Member of Legislative Assembly
- In office 25 May 2008 – 12 May 2018
- Preceded by: Srinivasa Gowda
- Succeeded by: Srinivasa Gowda
- Constituency: Kolar constituency

Personal details
- Born: 20 December 1966 (age 59) Kolar
- Party: Bharathiya janatha party(BJP)
- Spouse: Smt Syamala
- Children: 3
- Occupation: Politician
- Website: Sri ram sena KOLAR

= Varthur Prakash =

Indian politician (born 1966)

R Varthur Prakash (b 1966) is an Indian politician from the state of Karnataka. He is a leader of Bharathiya Janatha Party.
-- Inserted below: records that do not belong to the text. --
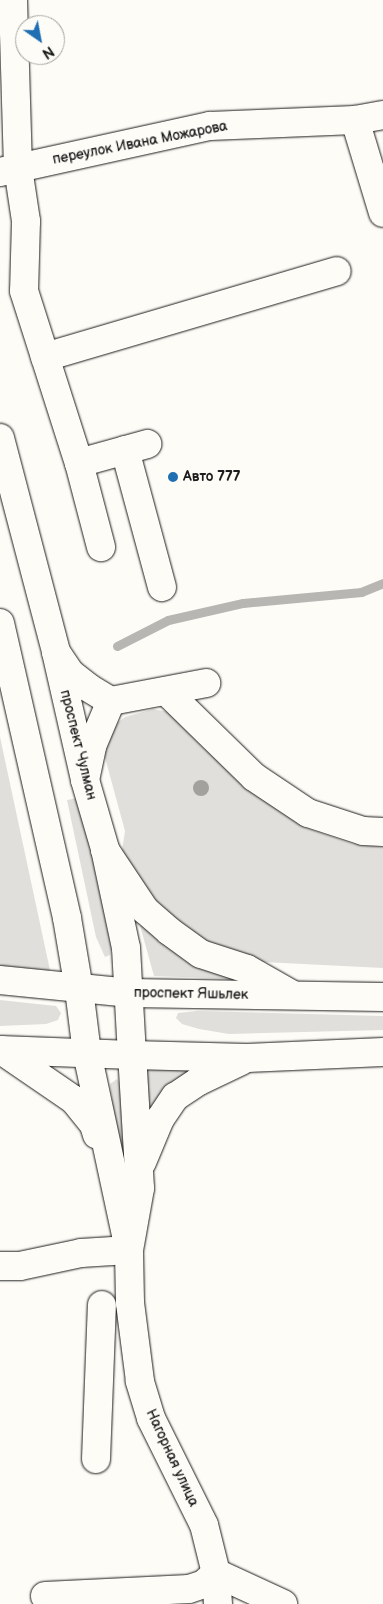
<!DOCTYPE html>
<meta charset="utf-8">
<style>
body{margin:0}
#map{position:relative;width:383px;height:1604px;overflow:hidden;background:#fdfcf7;font-family:"Balsamiq Sans",sans-serif}
div>[style]{position:absolute}
[style*='--x']{left:calc(var(--x)*1px);top:calc(var(--y)*1px);width:calc(var(--w)*1px);rotate:calc(var(--a)*1deg)}
.green>*{inset:0;background:#e0dfdb}
.stream>*{height:9px;margin:-4.5px;padding:0 4.5px;transform-origin:4.5px;border-radius:4.5px;background:#b7b6b2}
.roads{filter:drop-shadow(0 0 1px #1c1c1c) drop-shadow(0 0 1px #1c1c1c)}
.minor>*{height:28px;margin:-14px;padding:0 14px;transform-origin:14px;border-radius:14px;background:#fdfcf7}
.major>*{height:28px;margin:-14px;padding:0 14px;transform-origin:14px;border-radius:14px;background:#fdfcf7}
.trees>*{width:16px;height:16px;margin:-8px;border-radius:50%;background:#a2a19e}
.dots>*{width:14px;height:14px;translate:-50% -50%;box-sizing:border-box;border:2px solid #fdfcf7;border-radius:50%}
span{translate:-50% -50%;white-space:nowrap;text-align:center;line-height:1.15;-webkit-text-stroke:4px #fdfcf7;paint-order:stroke}
.street-label{font-size:14px;color:#1c1c1c}
.poi-label{font-size:14px;color:#1c1c1c;font-weight:700}
.left{translate:0 -50%;text-align:left}
.north{position:absolute;left:15px;top:15px;width:50px;height:50px;box-sizing:border-box;background:#fdfcf7;border:1px solid #a3a29f;border-radius:50%;rotate:147deg;font-size:14px;font-weight:700;line-height:20px;text-align:center;color:#1c1c1c}
.north::after{content:'';display:block;margin:auto;width:18px;height:22px;background:#1f6fb2;clip-path:polygon(50% 0,100% 100%,50% 72%,0 100%)}
</style>
<div id="map">
<div class="green">
<div style="clip-path:polygon(153px 709px,168px 712px,183px 724px,197px 742px,252px 792px,306px 828px,353px 844px,383px 847px,383px 968px,263px 962px,225px 953px,172px 924px,121px 857px,125px 831px,104px 754px,106px 740px,112px 727px,125px 717px)"></div>
<div style="clip-path:polygon(0 737px,51px 975px,0 968px)"></div>
<div style="clip-path:polygon(78px 798px,113px 941px,110px 955px,105px 957px,96px 937px,67px 800px)"></div>
<div style="clip-path:polygon(136px 911px,238px 979px,154px 976px)"></div>
<div style="clip-path:polygon(0 1000px,56px 1006px,61px 1013px,58px 1020px,46px 1024px,0 1026px)"></div>
<div style="clip-path:polygon(197px 1011px,383px 1016px,383px 1030px,229px 1034px,199px 1029px,182px 1024px,176px 1018px,178px 1013px)"></div>
<div style="clip-path:polygon(204px 1067px,151px 1118px,139px 1068px)"></div>
<div style="clip-path:polygon(117px 1079px,122px 1088px,130px 1175px,123px 1185px,110px 1084px)"></div>
</div>
<div class="stream">
<div style="--x:117;--y:646;--w:57;--a:-27"></div>
<div style="--x:168;--y:620;--w:77;--a:-12.8"></div>
<div style="--x:243;--y:603;--w:119;--a:-5.3"></div>
<div style="--x:361;--y:592;--w:24;--a:-22"></div>
</div>
<div class="roads">
<div class="minor">
<div style="--x:13;--y:0;--w:168;--a:88.3"></div>
<div style="--x:18;--y:168;--w:54;--a:81.4"></div>
<div style="--x:26;--y:221;--w:70;--a:91.6"></div>
<div style="--x:24;--y:291;--w:181;--a:72.3"></div>
<div style="--x:79;--y:463;--w:87;--a:75.3"></div>
<div style="--x:355;--y:120;--w:97;--a:73.2"></div>
<div style="--x:0;--y:172;--w:215;--a:-12.4"></div>
<div style="--x:210;--y:126;--w:145;--a:-2.4"></div>
<div style="--x:355;--y:120;--w:28;--a:-10"></div>
<div style="--x:45;--y:357;--w:304;--a:-16.4"></div>
<div style="--x:125;--y:450;--w:142;--a:74.9"></div>
<div style="--x:79;--y:463;--w:71;--a:-15.6"></div>
<div style="--x:56;--y:652;--w:25;--a:56"></div>
<div style="--x:70;--y:673;--w:24;--a:38"></div>
<div style="--x:89;--y:688;--w:26;--a:31"></div>
<div style="--x:111;--y:701;--w:97;--a:-10.7"></div>
<div style="--x:166;--y:691;--w:123;--a:44.3"></div>
<div style="--x:254;--y:777;--w:65;--a:33.7"></div>
<div style="--x:308;--y:813;--w:58;--a:18.1"></div>
<div style="--x:363;--y:831;--w:20;--a:3"></div>
<div style="--x:85;--y:780;--w:35;--a:-78"></div>
<div style="--x:92;--y:746;--w:49;--a:-67.1"></div>
<div style="--x:105;--y:850;--w:72;--a:56.3"></div>
<div style="--x:145;--y:910;--w:32;--a:41"></div>
<div style="--x:169;--y:931;--w:39;--a:36"></div>
<div style="--x:201;--y:954;--w:48;--a:18.1"></div>
<div style="--x:247;--y:969;--w:51;--a:29.6"></div>
<div style="--x:130;--y:993;--w:253;--a:0.9"></div>
<div style="--x:1;--y:1050;--w:88;--a:34.4"></div>
<div style="--x:74;--y:1100;--w:32;--a:51"></div>
<div style="--x:94;--y:1125;--w:10;--a:73"></div>
<div style="--x:87;--y:1053;--w:190;--a:77.9"></div>
<div style="--x:142;--y:1162;--w:47;--a:-67.3"></div>
<div style="--x:160;--y:1119;--w:27;--a:-56"></div>
<div style="--x:175;--y:1097;--w:29;--a:-34"></div>
<div style="--x:199;--y:1081;--w:47;--a:-25.5"></div>
<div style="--x:0;--y:1266;--w:20;--a:0"></div>
<div style="--x:20;--y:1266;--w:62;--a:-12"></div>
<div style="--x:81;--y:1253;--w:48;--a:-3.6"></div>
<div style="--x:96;--y:1459;--w:154;--a:-87.8"></div>
<div style="--x:45;--y:1596;--w:144;--a:-2.8"></div>
<div style="--x:189;--y:1589;--w:16;--a:-18"></div>
<div style="--x:204;--y:1584;--w:16;--a:-43"></div>
<div style="--x:216;--y:1573;--w:74;--a:24.8"></div>
<div style="--x:218;--y:1604;--w:31;--a:-94"></div>
<div style="--x:216;--y:1573;--w:49;--a:-104"></div>
<div style="--x:204;--y:1525;--w:119;--a:-116.4"></div>
<div style="--x:151;--y:1418;--w:39;--a:-107"></div>
<div style="--x:140;--y:1381;--w:79;--a:-97.3"></div>
<div style="--x:130;--y:1303;--w:53;--a:-91.1"></div>
<div style="--x:129;--y:1250;--w:63;--a:-79.9"></div>
<div style="--x:140;--y:1188;--w:133;--a:-93.4"></div>
<div style="--x:132;--y:1055;--w:115;--a:1.5"></div>
<div style="--x:247;--y:1058;--w:136;--a:-2.5"></div>
</div>
<div class="major">
<div style="--x:0;--y:438;--w:221;--a:75.3"></div>
<div style="--x:56;--y:652;--w:131;--a:77.2"></div>
<div style="--x:85;--y:780;--w:72;--a:73.8"></div>
<div style="--x:105;--y:849;--w:101;--a:78"></div>
<div style="--x:126;--y:948;--w:107;--a:86.8"></div>
<div style="--x:132;--y:1055;--w:132;--a:-177.8"></div>
<div style="--x:0;--y:623;--w:303;--a:77.2"></div>
<div style="--x:67;--y:918;--w:72;--a:80.4"></div>
<div style="--x:79;--y:989;--w:64;--a:82.9"></div>
<div style="--x:0;--y:980;--w:131;--a:5.7"></div>
</div>
</div>
<div class="trees">
<div style="left:201px;top:788px"></div>
</div>
<div class="dots">
<div style="left:173px;top:477px;background:#1f6fb2"></div>
</div>
<div class="street-label">
<span style="left:140px;top:143px;rotate:-11deg">переулок Ивана Можарова</span>
<span style="left:78px;top:745px;rotate:76deg">проспект Чулман</span>
<span style="left:191px;top:994px;rotate:1deg">проспект Яшьлек</span>
<span style="left:172px;top:1458px;rotate:65deg">Нагорная улица</span>
</div>
<div class="poi-label">
<span class="left" style="left:183px;top:477px">Авто 777</span>
</div>
<div class="north">N</div>
</div>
He was elected twice as an MLA from Kolar assembly constituency.

== Political career ==
He contested as an independent from Kolar constituency in 2008,2013 and won each time. He worked as Textile minister in D. V. Sadananda Gowda ministry. Also he was minister in Jagadish Shetter Cabinet. But he lost K Sreenivasa Gowda of JDS Party in 2018 AC general elections when he came third. He is the founder of Namma Congress Party. He started New party on 19 December 2017 at Kudala Sangama, Bagalkot district.

His wife Shyamala Prakash (b 1981/82) died of suspected dengue in July 2017.